1

I'm trying to understand that is it possible to apply iForest directly to an extremely large dataset that is static (fixed size, both on cardinality and dimensionality), without using distributed processing frameworks like hadoop or spark? Or even, is such a dataset considered a Big Data?

When I say directly, I mean that there is no need to load the whole data into the RAM, because as you do know, iForest uses subsampling for making iTrees and I don't exactly know where the disk I/O speed has any effect on the performance of the algorithm or not!

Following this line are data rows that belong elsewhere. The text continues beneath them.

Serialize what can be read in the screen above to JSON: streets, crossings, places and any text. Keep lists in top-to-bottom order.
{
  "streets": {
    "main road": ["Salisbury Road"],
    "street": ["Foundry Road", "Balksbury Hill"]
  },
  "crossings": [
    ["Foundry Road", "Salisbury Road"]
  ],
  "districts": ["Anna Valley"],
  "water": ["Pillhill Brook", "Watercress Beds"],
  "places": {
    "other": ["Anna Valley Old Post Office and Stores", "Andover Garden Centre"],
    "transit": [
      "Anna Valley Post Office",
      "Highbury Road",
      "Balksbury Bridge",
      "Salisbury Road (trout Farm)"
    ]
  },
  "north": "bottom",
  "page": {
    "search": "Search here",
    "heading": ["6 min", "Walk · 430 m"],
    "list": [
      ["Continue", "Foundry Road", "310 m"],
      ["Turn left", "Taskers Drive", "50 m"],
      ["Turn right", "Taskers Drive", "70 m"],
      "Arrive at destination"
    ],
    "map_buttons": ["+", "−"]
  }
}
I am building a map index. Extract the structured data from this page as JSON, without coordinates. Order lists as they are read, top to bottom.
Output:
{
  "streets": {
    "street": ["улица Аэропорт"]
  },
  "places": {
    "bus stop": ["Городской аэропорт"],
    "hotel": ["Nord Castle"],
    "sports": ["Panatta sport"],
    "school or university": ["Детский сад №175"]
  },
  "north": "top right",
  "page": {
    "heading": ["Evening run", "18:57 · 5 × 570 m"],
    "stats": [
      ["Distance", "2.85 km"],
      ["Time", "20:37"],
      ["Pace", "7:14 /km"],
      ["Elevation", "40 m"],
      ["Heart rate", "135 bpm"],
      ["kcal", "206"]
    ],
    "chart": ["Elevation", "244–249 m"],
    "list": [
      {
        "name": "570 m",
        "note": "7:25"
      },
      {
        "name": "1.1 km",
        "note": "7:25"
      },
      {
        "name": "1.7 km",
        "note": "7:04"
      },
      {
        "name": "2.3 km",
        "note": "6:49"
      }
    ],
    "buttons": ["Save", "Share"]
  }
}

Actually, I've developed a new method as my M.S. thesis, for local outlier detection in Big Data that is based on an old scalable clustering algorithm named BFR, but with a slight difference about structure of Gaussian clusters that they could be correlated. Like BFR, it dosen't need to load the whole data into RAM and scans the whole data chunk-by-chunk. It takes a random sample of whole data at first for gaining the very first clustering information and then applies a scalable clustering to complete the clustering model and finally by another scan of the entire dataset, it gives to each object an outlier score named SDCOR (Scalable Density-based Clustering Outlierness Ratio). But the thing is that the type of data that I've used is static and not a stream one and even the maximum size of the synthetic data is about 1 million by 40 dimension and its volume is less than 400 megabytes. But I've proved both theoretically and empirically, that it is scalable and its time complexity is linear with a low constant, as for mentioned 1e6-by-40 dataset it finishes the processing with 100% of AUC in about 4 minutes, and I'm sure that it could even be less by improving the implementation. I've implemented the whole method in MATLAB 9 and even made a lovely GUI and currently I'm writing down a paper of my mentioned thesis, but I'm worried about the referees' feedbacks on the gist of the paper that claims on Big Data stuff!

Here is the table of final results of my method (SDCOR) and other competing methods on real-life and synthetic datasets: Final results of SDCOR and competing methods Note: The bold-faced values are the best among all methods.

Here is a screenshot of my GUI: SDCOR screenshot on a synth. dataset

Any useful comments will be welcome! ;-) Thank you ...

SANN
  • 31
  • 1
  • 12

2 Answers2

2

iForest is an extremely simple (and thus fast) density estimation technique based on subsampling. It's not the most clever technique; it mostly shows one of the evaluation deficits in outlier detection, and that many data sets are best solved by simple density estimation (you always should include kNN outlier with k=1,2,5,10 because of this - because on incredibly many data sets, this trivial approach will perform very well). And of course on such density data, iForest will shine, being a very fast approximate density estimator. Results of iForest will usually correlate with kNN, but it will scale better because of the approximation.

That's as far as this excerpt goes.